*** Exercise material ***

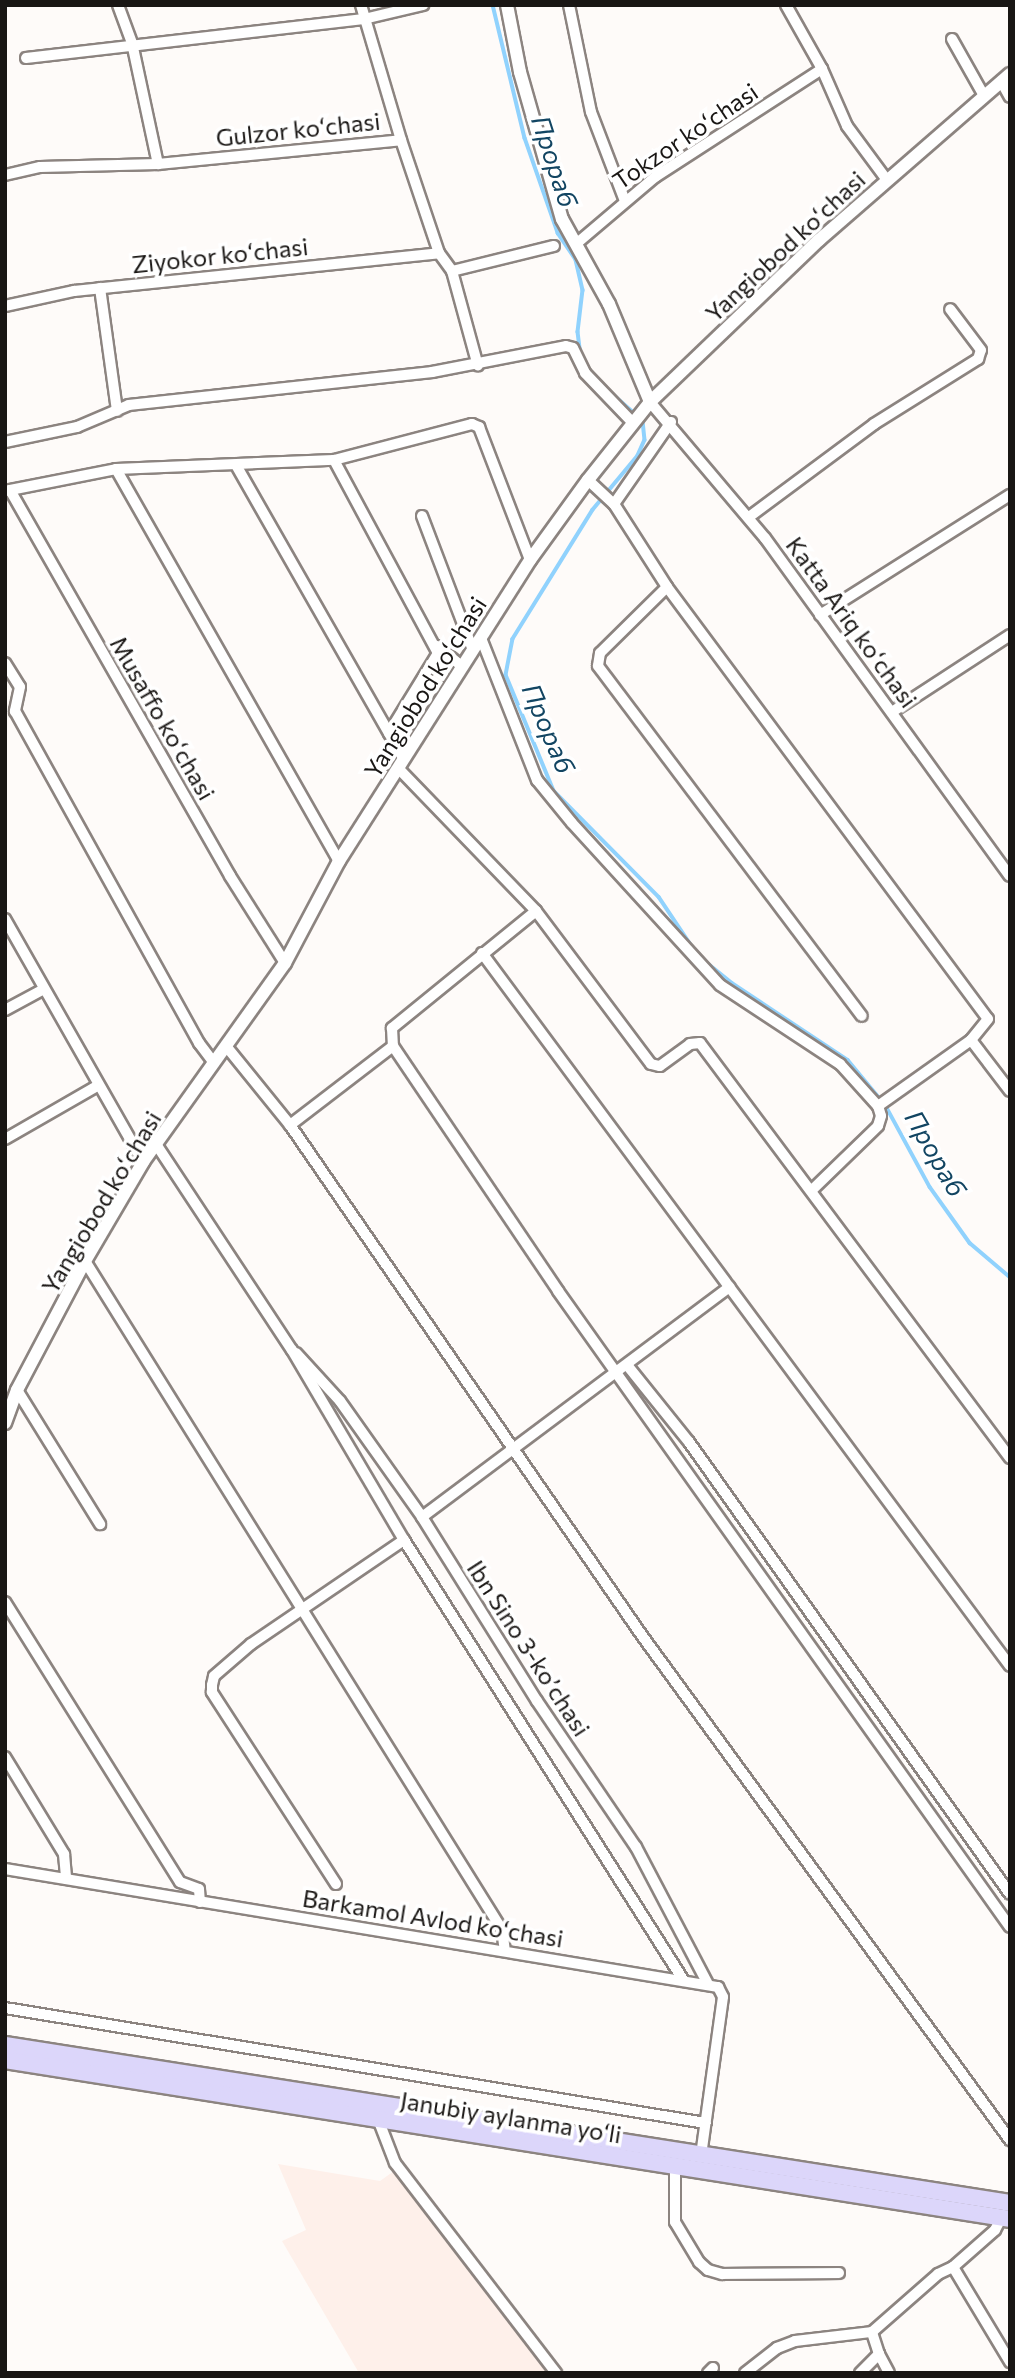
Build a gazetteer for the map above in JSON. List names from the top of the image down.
{
  "streets": {
    "highway": ["Janubiy aylanma yoʻli"],
    "street": [
      "Gulzor koʻchasi",
      "Tokzor koʻchasi",
      "Yangiobod koʻchasi",
      "Ziyokor koʻchasi",
      "Katta Ariq koʻchasi",
      "Musaffo koʻchasi",
      "Ibn Sino 3-koʼchasi",
      "Barkamol Avlod koʻchasi"
    ]
  },
  "crossings": [
    ["Yangiobod koʻchasi", "Katta Ariq koʻchasi"],
    ["Yangiobod koʻchasi", "Musaffo koʻchasi"],
    ["Yangiobod koʻchasi", "Ibn Sino 3-koʼchasi"],
    ["Ibn Sino 3-koʼchasi", "Barkamol Avlod koʻchasi"]
  ],
  "water": ["Прораб"]
}
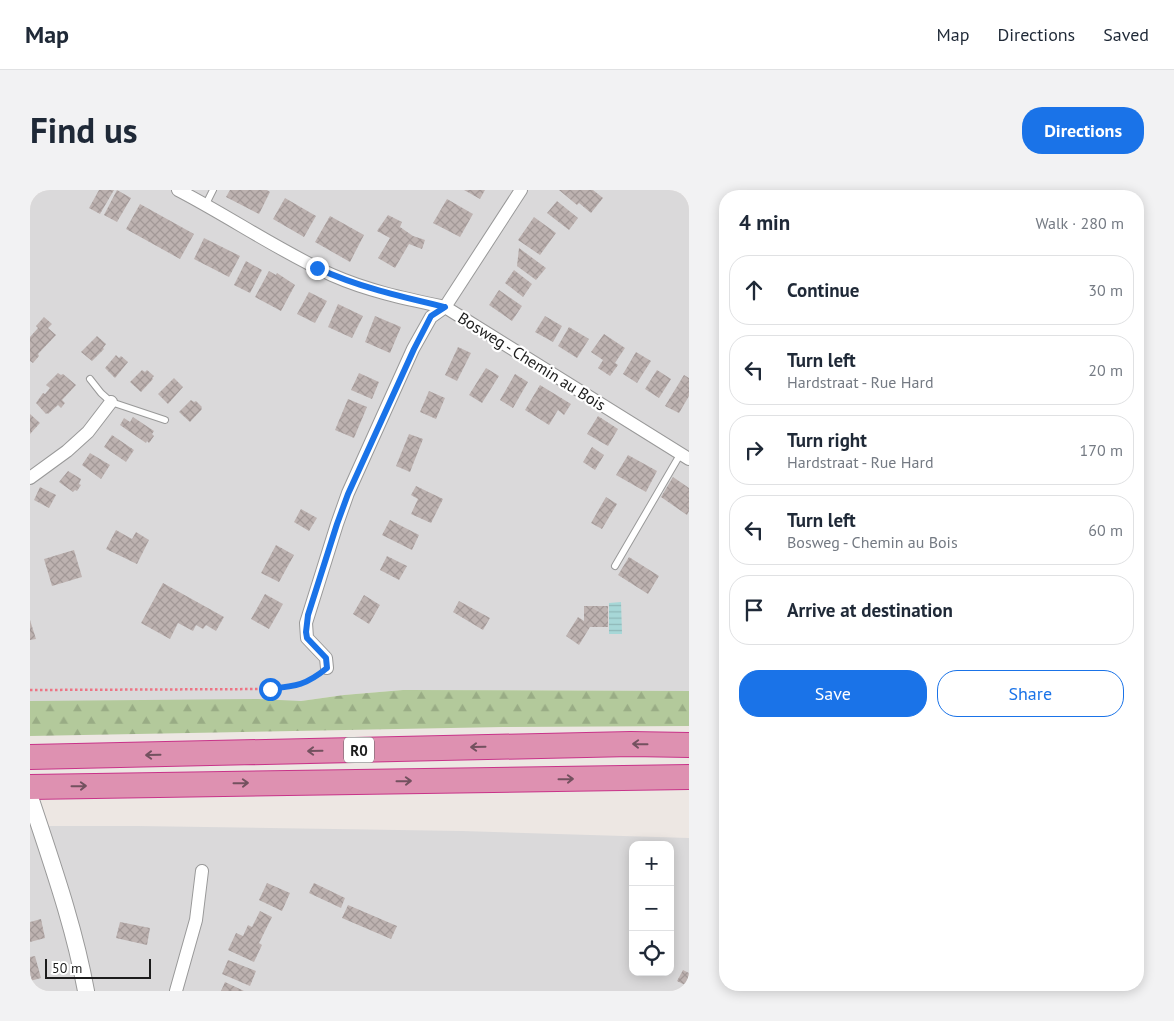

*** End of Exercise material ***

Exercise requirements
The data above must be given again in full and unaltered, minus its images.

Task result
Build a gazetteer for the map above in JSON. List names from the top of the image down.
{
  "streets": {
    "highway": ["Janubiy aylanma yoʻli"],
    "street": [
      "Gulzor koʻchasi",
      "Tokzor koʻchasi",
      "Yangiobod koʻchasi",
      "Ziyokor koʻchasi",
      "Katta Ariq koʻchasi",
      "Musaffo koʻchasi",
      "Ibn Sino 3-koʼchasi",
      "Barkamol Avlod koʻchasi"
    ]
  },
  "crossings": [
    ["Yangiobod koʻchasi", "Katta Ariq koʻchasi"],
    ["Yangiobod koʻchasi", "Musaffo koʻchasi"],
    ["Yangiobod koʻchasi", "Ibn Sino 3-koʼchasi"],
    ["Ibn Sino 3-koʼchasi", "Barkamol Avlod koʻchasi"]
  ],
  "water": ["Прораб"]
}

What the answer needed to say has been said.